* INSTRUCTIONS FOR THE TASK
In full and without alteration, write out the lines below.

* DATASET
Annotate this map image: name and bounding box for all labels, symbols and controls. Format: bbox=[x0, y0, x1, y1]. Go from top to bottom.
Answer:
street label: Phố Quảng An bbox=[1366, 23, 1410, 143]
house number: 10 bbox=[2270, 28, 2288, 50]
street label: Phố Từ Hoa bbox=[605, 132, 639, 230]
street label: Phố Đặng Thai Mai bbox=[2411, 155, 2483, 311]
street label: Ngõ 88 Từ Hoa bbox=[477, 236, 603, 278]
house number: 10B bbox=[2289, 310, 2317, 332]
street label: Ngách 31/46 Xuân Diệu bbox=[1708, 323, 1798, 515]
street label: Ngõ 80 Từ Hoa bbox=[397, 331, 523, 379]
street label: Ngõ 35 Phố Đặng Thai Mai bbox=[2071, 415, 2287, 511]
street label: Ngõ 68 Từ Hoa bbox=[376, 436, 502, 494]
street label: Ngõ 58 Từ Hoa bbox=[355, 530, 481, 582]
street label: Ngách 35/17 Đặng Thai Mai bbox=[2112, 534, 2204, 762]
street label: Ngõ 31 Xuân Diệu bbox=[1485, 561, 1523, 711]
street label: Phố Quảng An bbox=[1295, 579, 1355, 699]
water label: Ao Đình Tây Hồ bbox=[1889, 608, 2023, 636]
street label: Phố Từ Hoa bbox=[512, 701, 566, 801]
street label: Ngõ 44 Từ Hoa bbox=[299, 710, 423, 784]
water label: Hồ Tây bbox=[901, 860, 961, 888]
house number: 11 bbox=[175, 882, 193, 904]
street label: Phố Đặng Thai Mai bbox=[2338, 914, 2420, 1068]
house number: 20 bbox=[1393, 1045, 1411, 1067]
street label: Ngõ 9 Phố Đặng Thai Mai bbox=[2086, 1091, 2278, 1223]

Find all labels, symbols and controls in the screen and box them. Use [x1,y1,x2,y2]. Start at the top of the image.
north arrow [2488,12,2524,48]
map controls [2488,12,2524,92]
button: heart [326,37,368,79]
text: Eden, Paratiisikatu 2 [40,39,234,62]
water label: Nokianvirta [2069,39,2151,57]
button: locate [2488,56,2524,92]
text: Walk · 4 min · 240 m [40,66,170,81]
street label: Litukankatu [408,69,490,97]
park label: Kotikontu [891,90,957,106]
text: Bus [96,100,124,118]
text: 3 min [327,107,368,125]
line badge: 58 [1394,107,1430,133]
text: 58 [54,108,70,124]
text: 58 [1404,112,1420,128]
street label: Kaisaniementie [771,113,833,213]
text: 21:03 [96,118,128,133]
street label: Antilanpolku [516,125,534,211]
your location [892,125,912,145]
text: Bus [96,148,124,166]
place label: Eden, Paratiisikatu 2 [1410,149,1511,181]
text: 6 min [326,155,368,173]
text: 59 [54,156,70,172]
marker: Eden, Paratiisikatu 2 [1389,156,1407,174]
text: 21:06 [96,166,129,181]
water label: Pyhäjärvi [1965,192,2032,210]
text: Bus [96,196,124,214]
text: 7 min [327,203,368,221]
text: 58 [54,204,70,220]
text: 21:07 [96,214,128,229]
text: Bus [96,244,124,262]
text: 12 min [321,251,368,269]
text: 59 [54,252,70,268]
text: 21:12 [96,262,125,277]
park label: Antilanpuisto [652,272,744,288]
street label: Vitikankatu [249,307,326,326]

* ANSWER
Annotate this map image: name and bounding box for all labels, symbols and controls. Format: bbox=[x0, y0, x1, y1]. Go from top to bottom.
Answer:
street label: Phố Quảng An bbox=[1366, 23, 1410, 143]
house number: 10 bbox=[2270, 28, 2288, 50]
street label: Phố Từ Hoa bbox=[605, 132, 639, 230]
street label: Phố Đặng Thai Mai bbox=[2411, 155, 2483, 311]
street label: Ngõ 88 Từ Hoa bbox=[477, 236, 603, 278]
house number: 10B bbox=[2289, 310, 2317, 332]
street label: Ngách 31/46 Xuân Diệu bbox=[1708, 323, 1798, 515]
street label: Ngõ 80 Từ Hoa bbox=[397, 331, 523, 379]
street label: Ngõ 35 Phố Đặng Thai Mai bbox=[2071, 415, 2287, 511]
street label: Ngõ 68 Từ Hoa bbox=[376, 436, 502, 494]
street label: Ngõ 58 Từ Hoa bbox=[355, 530, 481, 582]
street label: Ngách 35/17 Đặng Thai Mai bbox=[2112, 534, 2204, 762]
street label: Ngõ 31 Xuân Diệu bbox=[1485, 561, 1523, 711]
street label: Phố Quảng An bbox=[1295, 579, 1355, 699]
water label: Ao Đình Tây Hồ bbox=[1889, 608, 2023, 636]
street label: Phố Từ Hoa bbox=[512, 701, 566, 801]
street label: Ngõ 44 Từ Hoa bbox=[299, 710, 423, 784]
water label: Hồ Tây bbox=[901, 860, 961, 888]
house number: 11 bbox=[175, 882, 193, 904]
street label: Phố Đặng Thai Mai bbox=[2338, 914, 2420, 1068]
house number: 20 bbox=[1393, 1045, 1411, 1067]
street label: Ngõ 9 Phố Đặng Thai Mai bbox=[2086, 1091, 2278, 1223]

Find all labels, symbols and controls in the screen and box them. Use [x1,y1,x2,y2]. Start at the top of the image.
north arrow [2488,12,2524,48]
map controls [2488,12,2524,92]
button: heart [326,37,368,79]
text: Eden, Paratiisikatu 2 [40,39,234,62]
water label: Nokianvirta [2069,39,2151,57]
button: locate [2488,56,2524,92]
text: Walk · 4 min · 240 m [40,66,170,81]
street label: Litukankatu [408,69,490,97]
park label: Kotikontu [891,90,957,106]
text: Bus [96,100,124,118]
text: 3 min [327,107,368,125]
line badge: 58 [1394,107,1430,133]
text: 58 [54,108,70,124]
text: 58 [1404,112,1420,128]
street label: Kaisaniementie [771,113,833,213]
text: 21:03 [96,118,128,133]
street label: Antilanpolku [516,125,534,211]
your location [892,125,912,145]
text: Bus [96,148,124,166]
place label: Eden, Paratiisikatu 2 [1410,149,1511,181]
text: 6 min [326,155,368,173]
text: 59 [54,156,70,172]
marker: Eden, Paratiisikatu 2 [1389,156,1407,174]
text: 21:06 [96,166,129,181]
water label: Pyhäjärvi [1965,192,2032,210]
text: Bus [96,196,124,214]
text: 7 min [327,203,368,221]
text: 58 [54,204,70,220]
text: 21:07 [96,214,128,229]
text: Bus [96,244,124,262]
text: 12 min [321,251,368,269]
text: 59 [54,252,70,268]
text: 21:12 [96,262,125,277]
park label: Antilanpuisto [652,272,744,288]
street label: Vitikankatu [249,307,326,326]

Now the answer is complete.